How you can figure out which plugins you need to override is to run deploy and look at the log to see which plugins are running. Make sure to keep track of the id of the plugin configuration which is parens after the name of the plugin.
I had the same issue but I executed mvn install initially (not install:install as it was mentioned earlier).
The solution is to include:
<plugin>
<groupId>org.apache.maven.plugins</groupId>
<artifactId>maven-install-plugin</artifactId>
<version>2.5.2</version>
</plugin>
Into plugin management section.
This worked for me when I got the same error message...
mvn install deploy
I have seen this error occur when the plugins that are needed are not specifically mentioned in the pom. So
mvn clean install
will give the exception if this is not added:
<plugin>
<groupId>org.apache.maven.plugins</groupId>
<artifactId>maven-install-plugin</artifactId>
<version>2.5.2</version>
</plugin>
Likewise,
mvn clean install deploy
will fail on the same exception if something like this is not added:
<plugin>
<artifactId>maven-deploy-plugin</artifactId>
<version>2.8.1</version>
<executions>
<execution>
<id>default-deploy</id>
<phase>deploy</phase>
<goals>
<goal>deploy</goal>
</goals>
</execution>
</executions>
</plugin>
It makes sense, but a clearer error message would be welcome
You are missing properties tag:
<properties>
<maven.compiler.source>1.8</maven.compiler.source>
<maven.compiler.target>1.8</maven.compiler.target>
</properties>
A working version of pom.xml file should look like this:
<?xml version="1.0" encoding="UTF-8"?>
<project xmlns="http://maven.apache.org/POM/4.0.0"
xmlns:xsi="http://www.w3.org/2001/XMLSchema-instance"

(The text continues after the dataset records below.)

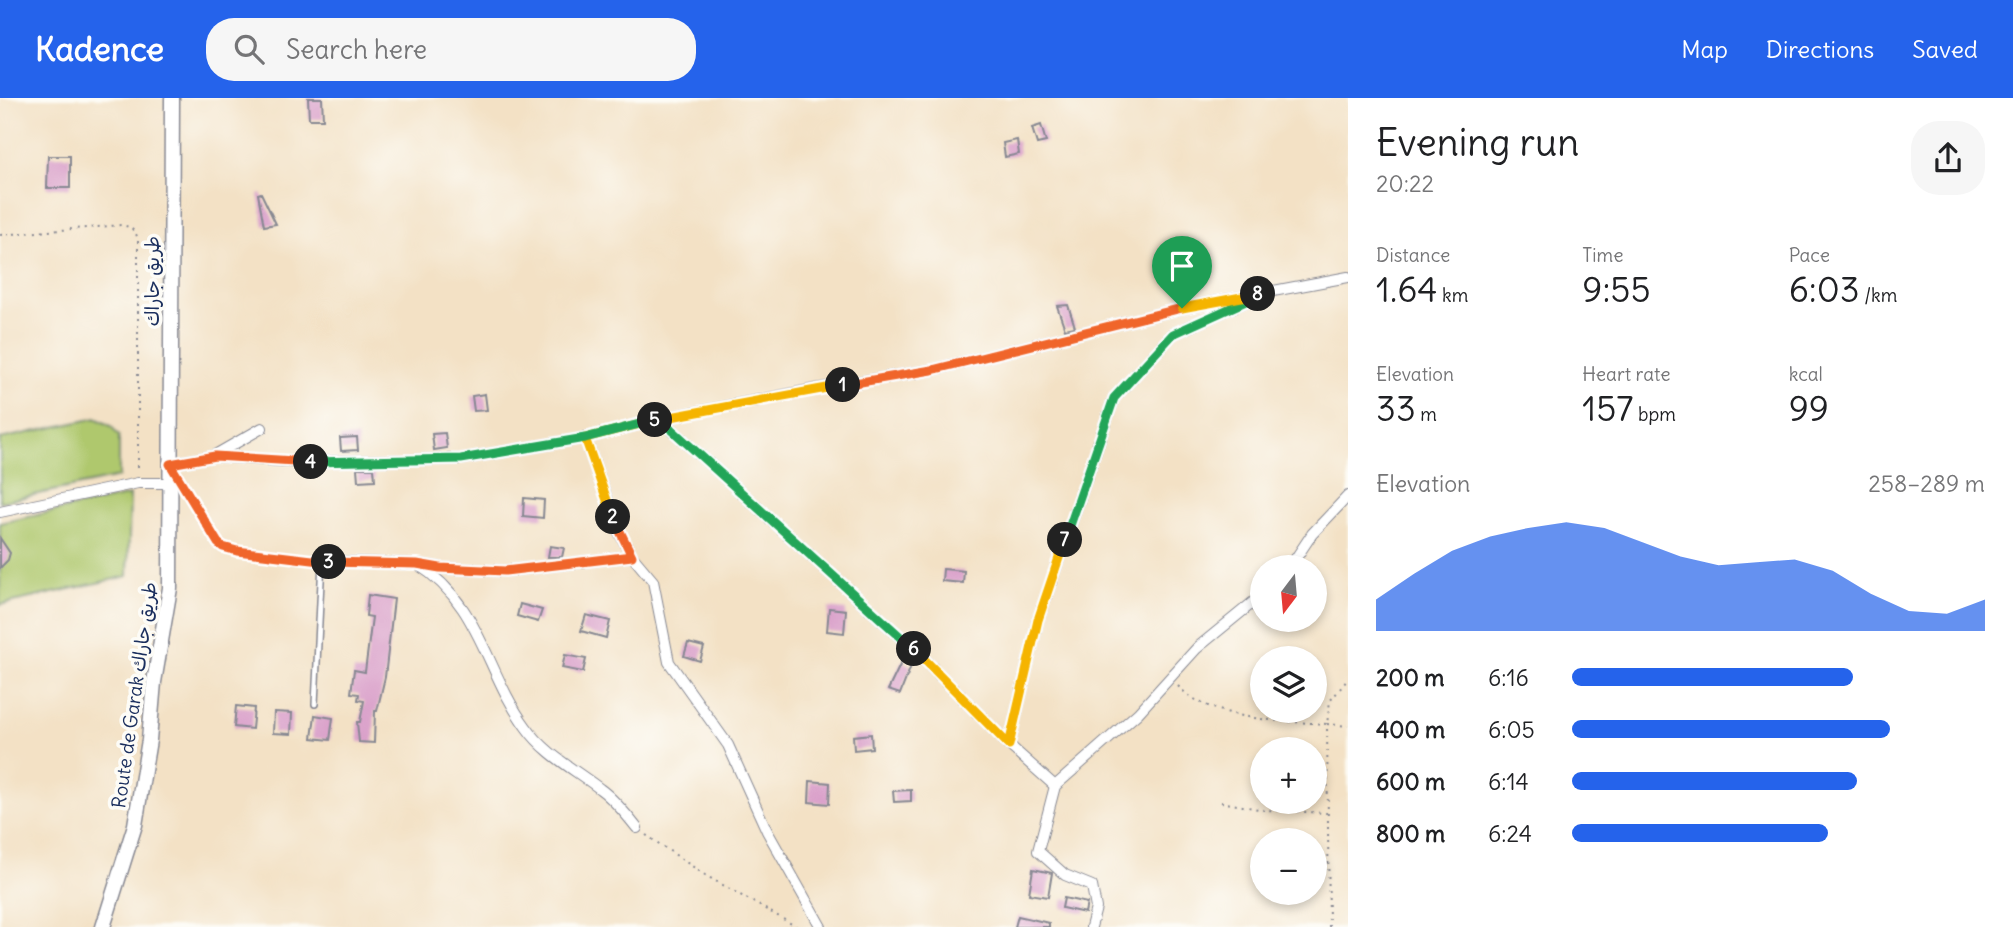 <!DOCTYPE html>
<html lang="en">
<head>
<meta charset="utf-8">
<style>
  body { margin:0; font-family:Delius,"Playpen Sans Arabic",sans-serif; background:#f6f6f6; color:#202124; height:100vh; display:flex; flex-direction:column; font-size:26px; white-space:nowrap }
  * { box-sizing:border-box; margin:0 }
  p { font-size:23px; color:#757577 }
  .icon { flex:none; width:38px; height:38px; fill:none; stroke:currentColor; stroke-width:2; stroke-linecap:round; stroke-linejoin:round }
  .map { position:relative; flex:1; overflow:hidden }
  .panel { display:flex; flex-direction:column; background:#fff; width:665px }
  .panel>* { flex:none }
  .needle { width:46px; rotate:196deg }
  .tools { position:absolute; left:1250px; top:457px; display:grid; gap:14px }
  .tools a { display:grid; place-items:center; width:77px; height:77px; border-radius:50%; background:#fff; box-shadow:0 4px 10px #0003; font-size:35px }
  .pin { position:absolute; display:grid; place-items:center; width:60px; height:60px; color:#fff; margin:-72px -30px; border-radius:50% 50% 50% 0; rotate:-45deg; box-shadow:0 0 7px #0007 }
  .pin .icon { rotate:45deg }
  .km { position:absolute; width:35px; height:35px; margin:-18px; border-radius:50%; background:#222; color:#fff; font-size:19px; line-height:35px; text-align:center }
  .round { display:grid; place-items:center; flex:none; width:74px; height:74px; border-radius:28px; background:#f6f6f6 }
  .head { display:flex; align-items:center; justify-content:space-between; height:119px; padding:0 28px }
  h1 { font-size:38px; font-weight:600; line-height:52px }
  .metrics { display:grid; grid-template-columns:repeat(3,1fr); gap:10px; height:119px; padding:7px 28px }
  .metrics div { display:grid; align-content:center }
  .metrics b { font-size:35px; font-weight:600 }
  .metrics small { font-size:19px; font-weight:400 }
  .metrics p { font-size:19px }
  .chart { height:196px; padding:14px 28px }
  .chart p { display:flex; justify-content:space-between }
  .chart svg { width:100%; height:126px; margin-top:7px; fill:#2563eb; opacity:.7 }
  ul { padding:0 28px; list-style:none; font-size:23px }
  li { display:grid; grid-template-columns:112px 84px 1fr; align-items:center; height:52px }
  li i { height:18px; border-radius:9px; background:#2563eb }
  header { display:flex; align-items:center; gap:42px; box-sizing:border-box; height:98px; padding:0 35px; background:#2563eb; color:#fff }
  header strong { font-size:33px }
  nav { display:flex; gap:38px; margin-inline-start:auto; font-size:24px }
  .search { width:490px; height:63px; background:#f6f6f6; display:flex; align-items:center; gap:18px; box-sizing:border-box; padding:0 24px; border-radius:28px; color:#757577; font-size:26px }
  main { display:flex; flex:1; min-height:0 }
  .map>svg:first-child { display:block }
  .green { fill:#afc86d; stroke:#657c66; stroke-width:2 }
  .building { fill:#daa1ca }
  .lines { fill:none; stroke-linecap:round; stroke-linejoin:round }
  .lane-casing { stroke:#878892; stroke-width:8 }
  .street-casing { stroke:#878892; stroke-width:12 }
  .secondary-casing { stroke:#878892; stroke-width:17 }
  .path { stroke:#878892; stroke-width:2; stroke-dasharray:2 5; stroke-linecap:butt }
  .lane { stroke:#fff; stroke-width:5 }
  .street { stroke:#fff; stroke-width:10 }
  .secondary { stroke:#fff; stroke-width:14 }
  .split-1-casing { stroke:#fff; stroke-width:14 }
  .split-2-casing { stroke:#fff; stroke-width:14 }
  .split-3-casing { stroke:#fff; stroke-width:14 }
  .split-4-casing { stroke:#fff; stroke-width:14 }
  .split-5-casing { stroke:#fff; stroke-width:14 }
  .split-6-casing { stroke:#fff; stroke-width:14 }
  .split-7-casing { stroke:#fff; stroke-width:14 }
  .split-8-casing { stroke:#fff; stroke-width:14 }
  .split-9-casing { stroke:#fff; stroke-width:14 }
  .split-1 { stroke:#f0652b; stroke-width:9 }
  .split-2 { stroke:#f5b400; stroke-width:9 }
  .split-3 { stroke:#f0652b; stroke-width:9 }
  .split-4 { stroke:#f0652b; stroke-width:9 }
  .split-5 { stroke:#22a559; stroke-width:9 }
  .split-6 { stroke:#22a559; stroke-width:9 }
  .split-7 { stroke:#f5b400; stroke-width:9 }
  .split-8 { stroke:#22a559; stroke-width:9 }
  .split-9 { stroke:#f5b400; stroke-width:9 }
  .labels { text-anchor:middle; stroke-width:7; stroke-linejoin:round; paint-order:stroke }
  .street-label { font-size:19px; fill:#1b2f5e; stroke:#fdfcf7 }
</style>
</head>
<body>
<header>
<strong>Kadence</strong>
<div class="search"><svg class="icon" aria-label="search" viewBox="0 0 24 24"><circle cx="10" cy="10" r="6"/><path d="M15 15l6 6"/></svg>Search here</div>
<nav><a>Map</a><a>Directions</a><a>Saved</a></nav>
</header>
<main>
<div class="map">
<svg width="1348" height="829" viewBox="0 0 1348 829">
  <rect width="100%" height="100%" fill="#fdfcf7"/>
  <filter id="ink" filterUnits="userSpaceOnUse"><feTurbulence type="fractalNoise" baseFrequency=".0143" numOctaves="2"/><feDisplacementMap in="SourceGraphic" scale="14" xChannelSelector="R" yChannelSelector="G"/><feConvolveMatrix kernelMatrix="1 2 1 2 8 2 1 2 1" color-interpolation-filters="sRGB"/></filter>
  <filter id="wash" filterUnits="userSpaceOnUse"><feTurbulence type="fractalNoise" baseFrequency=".00686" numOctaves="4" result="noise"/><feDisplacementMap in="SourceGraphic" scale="28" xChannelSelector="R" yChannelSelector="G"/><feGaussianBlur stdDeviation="1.57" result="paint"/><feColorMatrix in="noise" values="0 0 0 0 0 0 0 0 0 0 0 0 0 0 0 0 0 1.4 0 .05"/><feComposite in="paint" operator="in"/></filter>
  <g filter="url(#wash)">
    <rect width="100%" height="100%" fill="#f3e1c5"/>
    <g class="green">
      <polygon points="96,320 111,328 119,338 119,379 0,404 0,341"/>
      <polygon points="130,397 128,478 0,507 0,425"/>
    </g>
    <g id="blocks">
      <g class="building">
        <polygon points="308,0 322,0 323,21 309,21"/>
        <polygon points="1041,27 1046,44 1037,46 1032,30"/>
        <polygon points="1017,42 1019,56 1005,59 1003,45"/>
        <polygon points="48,58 70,58 70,90 47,90"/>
        <polygon points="261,95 276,126 264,128 258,96"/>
        <polygon points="1068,207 1075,229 1065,231 1057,208"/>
        <polygon points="485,296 487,312 474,313 472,298"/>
        <polygon points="445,335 447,350 434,352 432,336"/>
        <polygon points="357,339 358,352 341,353 340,340"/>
        <polygon points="357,370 374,370 375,382 358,383"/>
        <polygon points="524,400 544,402 543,420 523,418"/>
        <polygon points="0,440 10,455 8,462 0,470"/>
        <polygon points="550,448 564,450 562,459 548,459"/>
        <polygon points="943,471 964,473 963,485 942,483"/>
        <polygon points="368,497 394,501 385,579 377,613 375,613 374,645 359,644 357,624 360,624 364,603 358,602 359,596 351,595 354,572 365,574 372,519 366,518"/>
        <polygon points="520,506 542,512 538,524 517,518"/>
        <polygon points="829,510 846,512 844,535 827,533"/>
        <polygon points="586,517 610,523 606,540 581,533"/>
        <polygon points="688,545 704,549 700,563 684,558"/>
        <polygon points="565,557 586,561 583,574 562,570"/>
        <polygon points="902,563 911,568 900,596 888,592"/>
        <polygon points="236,608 254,610 252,631 234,629"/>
        <polygon points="274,614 292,615 291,636 273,635"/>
        <polygon points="315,617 333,620 330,642 312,640"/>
        <polygon points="871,636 872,650 854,652 853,638"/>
        <polygon points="810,683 830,685 829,706 809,704"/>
        <polygon points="911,692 911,703 894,704 893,693"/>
        <polygon points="1033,771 1052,775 1048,799 1029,796"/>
        <polygon points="1064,800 1087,805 1085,815 1062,810"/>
        <polygon points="1018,818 1049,825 1049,829 1015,829"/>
      </g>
    </g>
  </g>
  <g filter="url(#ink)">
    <use href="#blocks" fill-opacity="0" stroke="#878892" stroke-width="2"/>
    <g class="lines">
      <defs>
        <polyline id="lane" points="175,374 217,445 223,449 237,453 322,463 315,606"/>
        <g id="street">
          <polyline points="660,321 917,554 1009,647 1055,688"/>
          <polyline points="585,340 619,434 632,458 653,483 669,564 728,647 767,733 821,829"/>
          <polyline points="215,357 262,330"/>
          <polyline points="170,366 214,358 295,364 461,361 585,340 660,321 815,291 932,272 1182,210 1348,179"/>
          <polyline points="0,414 138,385 171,385"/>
          <polyline points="322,463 417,466 440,470 505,473 632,458"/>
          <path d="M417,466c64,40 68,107 109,163 19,27 48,42 74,62 14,10 26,25 37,39"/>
          <polyline points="1290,469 1312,436 1348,398"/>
          <polyline points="1009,647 1038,522 1114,300 1173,236 1251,201"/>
          <polyline points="1091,829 1096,810 1092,788 1065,777 1038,753 1055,688 1138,615 1197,550 1262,497"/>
        </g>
        <polyline id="secondary" points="103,829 135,727 149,642 154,584 170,490 172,0"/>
      </defs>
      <use href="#lane" class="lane-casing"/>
      <use href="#street" class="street-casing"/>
      <use href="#secondary" class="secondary-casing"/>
      <g class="path">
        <path d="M0,137l122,-10c9,2 13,5 16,14v232"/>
        <path d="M1178,588c33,35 104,35 149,38l3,-23 18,-22"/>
        <polyline points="1221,704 1264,712 1327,715"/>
        <polyline points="646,737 705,777 797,829"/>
        <polyline points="1329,829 1327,626 1348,628"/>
      </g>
      <use href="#lane" class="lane"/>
      <use href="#street" class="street"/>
      <use href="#secondary" class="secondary"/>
    </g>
  </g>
  <g class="lines" filter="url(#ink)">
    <defs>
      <polyline id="split-1" points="843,287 932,272 1182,210"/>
      <polyline id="split-2" points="613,419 585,340 660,321 843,287"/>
      <polyline id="split-3" points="329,464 417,466 440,470 505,473 632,458 613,419"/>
      <polyline id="split-4" points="311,364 215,358 170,366 218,445 223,449 237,453 329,464"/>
      <polyline id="split-5" points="311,364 461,361 585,340 655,322"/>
      <polyline id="split-6" points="655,322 660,321 914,551"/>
      <polyline id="split-7" points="914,551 1009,647 1038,522 1065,442"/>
      <polyline id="split-8" points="1065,442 1114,300 1173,236 1266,194 1258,196"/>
      <polyline id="split-9" points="1182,210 1258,196"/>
    </defs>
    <use href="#split-1" class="split-1-casing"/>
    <use href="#split-2" class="split-2-casing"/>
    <use href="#split-3" class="split-3-casing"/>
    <use href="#split-4" class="split-4-casing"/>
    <use href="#split-5" class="split-5-casing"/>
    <use href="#split-6" class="split-6-casing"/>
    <use href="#split-7" class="split-7-casing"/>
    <use href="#split-8" class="split-8-casing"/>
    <use href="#split-9" class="split-9-casing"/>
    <use href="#split-1" class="split-1"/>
    <use href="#split-2" class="split-2"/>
    <use href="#split-3" class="split-3"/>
    <use href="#split-4" class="split-4"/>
    <use href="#split-5" class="split-5"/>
    <use href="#split-6" class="split-6"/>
    <use href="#split-7" class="split-7"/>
    <use href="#split-8" class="split-8"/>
    <use href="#split-9" class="split-9"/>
  </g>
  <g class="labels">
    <g class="street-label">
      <text transform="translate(152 183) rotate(-90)" y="7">طريق جاراك</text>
      <text transform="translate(134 597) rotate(-82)" y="7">Route de Garak طريق جاراك</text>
    </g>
  </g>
</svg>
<div class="tools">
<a><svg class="needle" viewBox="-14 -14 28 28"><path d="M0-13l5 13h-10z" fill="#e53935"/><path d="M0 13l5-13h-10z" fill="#757577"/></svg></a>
<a><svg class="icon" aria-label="layers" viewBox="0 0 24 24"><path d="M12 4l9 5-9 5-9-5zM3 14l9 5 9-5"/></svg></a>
<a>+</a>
<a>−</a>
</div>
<div class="pin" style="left:1182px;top:210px;background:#1e9e55"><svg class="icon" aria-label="arrive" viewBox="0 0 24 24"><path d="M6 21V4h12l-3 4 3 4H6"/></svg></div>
<b class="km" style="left:843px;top:287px">1</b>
<b class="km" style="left:613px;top:419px">2</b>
<b class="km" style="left:329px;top:464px">3</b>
<b class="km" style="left:311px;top:364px">4</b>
<b class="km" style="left:655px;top:322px">5</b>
<b class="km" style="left:914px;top:551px">6</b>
<b class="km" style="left:1065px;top:442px">7</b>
<b class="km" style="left:1258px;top:196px">8</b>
</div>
<section class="panel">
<div class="head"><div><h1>Evening run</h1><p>20:22</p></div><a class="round"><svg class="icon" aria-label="share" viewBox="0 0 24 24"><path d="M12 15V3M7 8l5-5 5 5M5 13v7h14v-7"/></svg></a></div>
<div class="metrics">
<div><p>Distance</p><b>1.64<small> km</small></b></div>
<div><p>Time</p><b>9:55</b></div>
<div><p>Pace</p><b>6:03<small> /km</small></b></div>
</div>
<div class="metrics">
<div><p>Elevation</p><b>33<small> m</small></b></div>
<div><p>Heart rate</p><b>157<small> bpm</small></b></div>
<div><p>kcal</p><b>99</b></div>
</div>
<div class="chart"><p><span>Elevation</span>258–289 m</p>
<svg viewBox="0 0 160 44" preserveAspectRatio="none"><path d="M0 44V33L10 24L20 16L30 11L40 8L50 6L60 8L70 13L80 18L90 21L100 20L110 19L120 23L130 31L140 37L150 38L160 33V44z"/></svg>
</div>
<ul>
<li><b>200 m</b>6:16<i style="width:68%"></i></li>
<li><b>400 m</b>6:05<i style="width:77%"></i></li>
<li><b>600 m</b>6:14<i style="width:69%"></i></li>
<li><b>800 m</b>6:24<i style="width:62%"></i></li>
</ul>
</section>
</main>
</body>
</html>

xsi:schemaLocation="http://maven.apache.org/POM/4.0.0 http://maven.apache.org/xsd/maven-4.0.0.xsd">
<modelVersion>4.0.0</modelVersion>
<groupId>org.example</groupId>
<artifactId>se-lab1</artifactId>
<version>1.0-SNAPSHOT</version>
<properties>
<maven.compiler.source>1.8</maven.compiler.source>
<maven.compiler.target>1.8</maven.compiler.target>
</properties>
<build>
<plugins>
<plugin>
<groupId>org.apache.maven.plugins</groupId>
<artifactId>maven-assembly-plugin</artifactId>
<executions>
<execution>
<phase>package</phase>
<goals>
<goal>single</goal>
</goals>
<configuration>
<archive>
<manifest>
<mainClass>
org.hkr.Main
</mainClass>
</manifest>
</archive>
<descriptorRefs>
<descriptorRef>jar-with-dependencies</descriptorRef>
</descriptorRefs>
</configuration>
</execution>
</executions>
</plugin>
<plugin>
<groupId>org.apache.maven.plugins</groupId>
<artifactId>maven-surefire-plugin</artifactId>
<version>2.19.1</version>
<dependencies>
<dependency>
<groupId>org.junit.platform</groupId>
<artifactId>junit-platform-surefire-provider</artifactId>
<version>1.1.0</version>
</dependency>
<dependency>
<groupId>org.junit.jupiter</groupId>
<artifactId>junit-jupiter-engine</artifactId>
<version>5.1.0</version>
</dependency>
</dependencies>
</plugin>
</plugins>
</build>
<dependencies>
<dependency>
<groupId>org.apache.maven.plugins</groupId>
<artifactId>maven-compiler-plugin</artifactId>
<version>3.8.1</version>
</dependency>
</dependencies>
</project>
I hope this helps someone but I accidentally added a module to my project and it changed my pom file from
<packaging>jar</packaging>
to
<packaging>pom</packaging>
so I just changed it back to
<packaging>jar</packaging>
and it worked to create the jar again
I have encountered a similar issue:
[ERROR] Failed to execute goal org.apache.maven.plugins:maven-install-plugin:3.0.1:install (default-install) on project MyProject: The packaging for this project did not assign a file to the build artifact -> [Help 1]
In my case, the error was due to blank spaces in my project directory path e.g.:
~\Documents\Job\My Project\my-project
I have renamed the directory in order to have a project path without blank spaces and it worked fine.